5 GRHA TRAC-Astra Rent a Car adalah anak perusahaan dari PT Serasi Autoraya dan bagian dari PT Astra Internasional Tbk yang menyediakan layanan solusi transportasi di Indonesia selama lebih dari 28 tahun pengalaman. GRHA TRAC sudah memiliki lebih dari 33.000 Unit dengan berbagai jenis kendaraan yang telah beroperasi di lebih dari 5.600 perusahaan pelanggan dan didukung oleh lebih dari 9.000 driver profesional. GRHA TRAC melayani berbagai industri baik di daerah perkotaan sampai ke daerah terpencil, melalui 34 kantor cabang, 35 service point, 69 outlet yang tersebar di seluruh Indonesia dan salah satunya ada di Kota Medan. Hasil survey awal yang dilakukan penulis di GRHA TRAC Medan, didapatkan informasi bahwa pengemudi mobil melakukan perjalanan didalam kota dan luar kota. Kepadatan arus lalu lintas dan kemacetan yang sering terjadi didalam kota merupakan salah satu hal yang dapat memicu terjadinya stress pada pengemudi. Bagi pengemudi yang melakukan perjalanan ke luar kota hal yang dapat memicu terjadinya stress pada umumnya adalah jarak tempuh perjalanan yang jauh. Hal lain yang dapat memicu terjadinya stress pada pengemudi adalah kondisi pekerjaan seperti, lama kerja (jam kerja) yang tidak tetap. Beberapa gejala stress yang ditemukan pada pengemudi mobil GRHA TRAC saat survey awal diantaranya sakit kepala, mudah lelah secara fisik, hilangnya konsentrasi, merasa bosan selama perjalanan. Sedangkan dalam bekerja setiap pengemudi dituntut benar-benar siap semuanya, mulai dari mental dan keberadaan fisik pengemudi itu sendiri. Pengemudi juga dituntut tidak stress, agar saat mengemudikan mobil benar-benar konsentrasi penuh.
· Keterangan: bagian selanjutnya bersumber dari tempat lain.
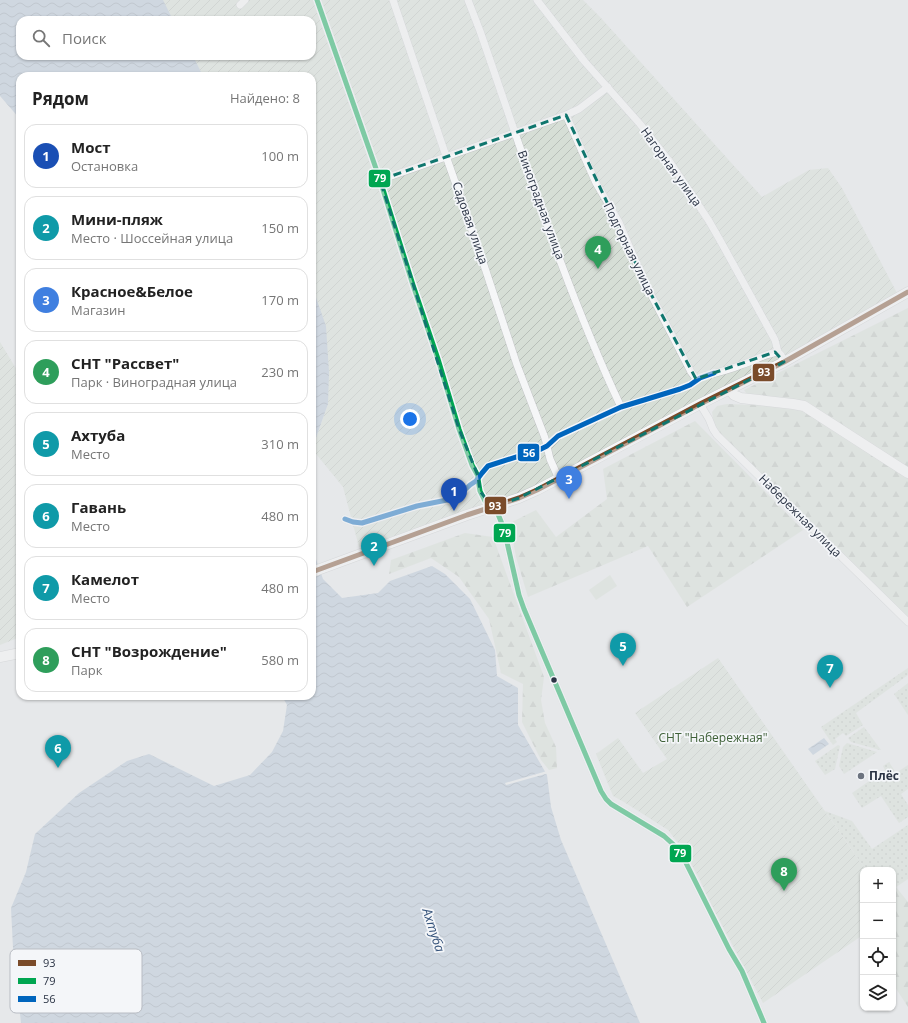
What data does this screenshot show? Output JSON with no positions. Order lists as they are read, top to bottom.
{
  "streets": {
    "street": [
      "Нагорная улица",
      "Виноградная улица",
      "Садовая улица",
      "Подгорная улица",
      "Набережная улица"
    ]
  },
  "water": ["Ахтуба"],
  "parks": ["СНТ \"Набережная\""],
  "places": ["Плёс"],
  "lines": ["transit line 79", "transit line 93", "transit line 56"],
  "legend": ["93", "79", "56"],
  "page": {
    "search": "Поиск",
    "heading": ["Рядом", "Найдено: 8"],
    "list": [
      {
        "mark": "1",
        "name": "Мост",
        "note": "Остановка",
        "value": "100 m"
      },
      {
        "mark": "2",
        "name": "Мини-пляж",
        "note": "Место · Шоссейная улица",
        "value": "150 m"
      },
      {
        "mark": "3",
        "name": "Красное&Белое",
        "note": "Магазин",
        "value": "170 m"
      },
      {
        "mark": "4",
        "name": "СНТ \"Рассвет\"",
        "note": "Парк · Виноградная улица",
        "value": "230 m"
      },
      {
        "mark": "5",
        "name": "Ахтуба",
        "note": "Место",
        "value": "310 m"
      },
      {
        "mark": "6",
        "name": "Гавань",
        "note": "Место",
        "value": "480 m"
      },
      {
        "mark": "7",
        "name": "Камелот",
        "note": "Место",
        "value": "480 m"
      },
      {
        "mark": "8",
        "name": "СНТ \"Возрождение\"",
        "note": "Парк",
        "value": "580 m"
      }
    ],
    "pins": [
      "4",
      "3",
      "1",
      "2",
      "5",
      "7",
      "6",
      "8"
    ],
    "map_buttons": ["+", "−"]
  }
}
6 Dari uraian tersebut maka dapat dikatakan bahwa pengemudi merupakan individu yang mempunyai kerentanan terhadap stress. Pengemudi yang mengalami stress tentu tidak akan bisa melaksanakan tugas dan tanggung jawabnya secara maksimal. Hal ini disebabkan karena stress yang dialami akan mengakibatkan seseorang menjadi tertekan dan menimbulkan ketegangan yang berpengaruh pada emosi. Adanya kenyataan masih banyak masyarakat yang kurang menghormati sesama pengguna jalan, kurang sabar, berdisiplin rendah, dan kurang memahami aturan lalu lintas. Hal itu menunjukkan tingkat emosi pengemudi kendaraan perlu mendapat perhatian khusus. Pengemudi yang tidak dapat memenuhi tuntutan perannya kemungkinan akan mengalami masalah-masalah psikologis dan tekanan sehingga akan menimbulkan stress. Berdasarkan uraian diatas maka penulis tertarik untuk melakukan penelitian di GRHA Trac Medan Tahun 2017. 1.2 Rumusan Masalah Berdasarkan latar belakang diatas dapat dibuat rumusan masalah yaitu, faktor-faktor apa sajakah yang berhubungan dengan stress kerja pada pengemudi mobil GRHA Trac Medan tahun 2017. 1.3 Tujuan Penelitian 1.3.1 Tujuan Umum Untuk mengetahui faktor-faktor yang berhubungan dengan stress kerja pada pengemudi mobil GRHA TRAC Medan tahun 2017.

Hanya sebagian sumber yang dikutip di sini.